A quantum Goldreich-Levin theorem with cryptographic applications

TL;DR

This paper extends the Goldreich-Levin Theorem into the quantum realm, demonstrating more efficient reductions between quantum one-way functions and hard-predicates, with applications to quantum cryptographic protocols.

Contribution

It introduces a quantum version of the Goldreich-Levin reduction with improved efficiency and applies it to construct quantum bit and qubit commitment schemes.

Findings

Quantum reduction is more efficient than classical by a factor of O(1/epsilon)

Classical reduction cannot have overhead less than O(n/epsilon^2)
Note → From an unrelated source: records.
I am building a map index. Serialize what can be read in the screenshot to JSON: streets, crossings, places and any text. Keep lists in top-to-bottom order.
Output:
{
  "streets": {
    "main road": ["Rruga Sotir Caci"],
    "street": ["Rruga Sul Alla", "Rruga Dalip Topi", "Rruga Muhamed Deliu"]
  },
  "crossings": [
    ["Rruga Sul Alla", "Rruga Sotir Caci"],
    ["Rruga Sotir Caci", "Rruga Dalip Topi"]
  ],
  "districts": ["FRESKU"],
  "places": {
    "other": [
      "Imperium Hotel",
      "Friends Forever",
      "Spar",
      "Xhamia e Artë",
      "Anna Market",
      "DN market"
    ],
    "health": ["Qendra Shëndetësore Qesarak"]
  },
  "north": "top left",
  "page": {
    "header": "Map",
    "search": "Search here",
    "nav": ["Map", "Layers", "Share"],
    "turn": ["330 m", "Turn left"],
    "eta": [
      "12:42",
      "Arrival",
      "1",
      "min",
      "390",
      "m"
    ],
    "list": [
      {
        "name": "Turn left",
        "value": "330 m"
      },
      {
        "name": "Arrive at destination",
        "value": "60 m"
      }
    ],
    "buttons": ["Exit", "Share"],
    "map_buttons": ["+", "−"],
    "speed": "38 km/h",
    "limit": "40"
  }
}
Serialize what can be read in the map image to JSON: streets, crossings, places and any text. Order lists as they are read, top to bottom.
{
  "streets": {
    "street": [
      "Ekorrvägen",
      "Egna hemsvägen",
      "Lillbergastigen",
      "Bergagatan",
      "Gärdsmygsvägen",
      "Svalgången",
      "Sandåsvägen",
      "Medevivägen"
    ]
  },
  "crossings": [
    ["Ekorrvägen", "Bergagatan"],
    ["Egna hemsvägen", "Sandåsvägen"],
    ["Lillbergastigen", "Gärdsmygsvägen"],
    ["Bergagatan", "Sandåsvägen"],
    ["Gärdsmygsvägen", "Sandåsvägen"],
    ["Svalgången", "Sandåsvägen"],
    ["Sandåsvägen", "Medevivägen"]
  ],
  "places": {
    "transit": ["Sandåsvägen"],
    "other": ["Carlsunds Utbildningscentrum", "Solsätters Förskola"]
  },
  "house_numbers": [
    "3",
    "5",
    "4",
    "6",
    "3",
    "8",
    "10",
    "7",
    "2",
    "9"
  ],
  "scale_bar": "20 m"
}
Quantum bit commitment scheme can be derived from quantum one-way permutations

Abstract

We investigate the Goldreich-Levin Theorem in the context of quantum information. This result is a reduction from the computational problem of inverting a one-way function to the problem of predicting a particular bit associated with that function. We show that the quantum version of the reduction -- between quantum one-way functions and quantum hard-predicates -- is quantitatively more efficient than the known classical version. Roughly speaking, if the one-way function acts on n-bit strings then the overhead in the reduction is by a factor of O(n/epsilon^2) in the classical case but only by a factor of O(1/epsilon) in the quantum case, where 1/2 + epsilon is the probability of predicting the hard-predicate. Moreover, we prove via a lower bound that, in a black-box framework, the classical version of the reduction cannot have overhead less than order n/epsilon^2. We also show that, using this reduction, a quantum bit commitment scheme that is perfectly binding and computationally concealing can be obtained from any quantum one-way permutation. This complements a recent result by Dumais, Mayers and Salvail, where the bit commitment scheme is perfectly concealing and computationally binding. We also show how to perform qubit commitment by a similar approach.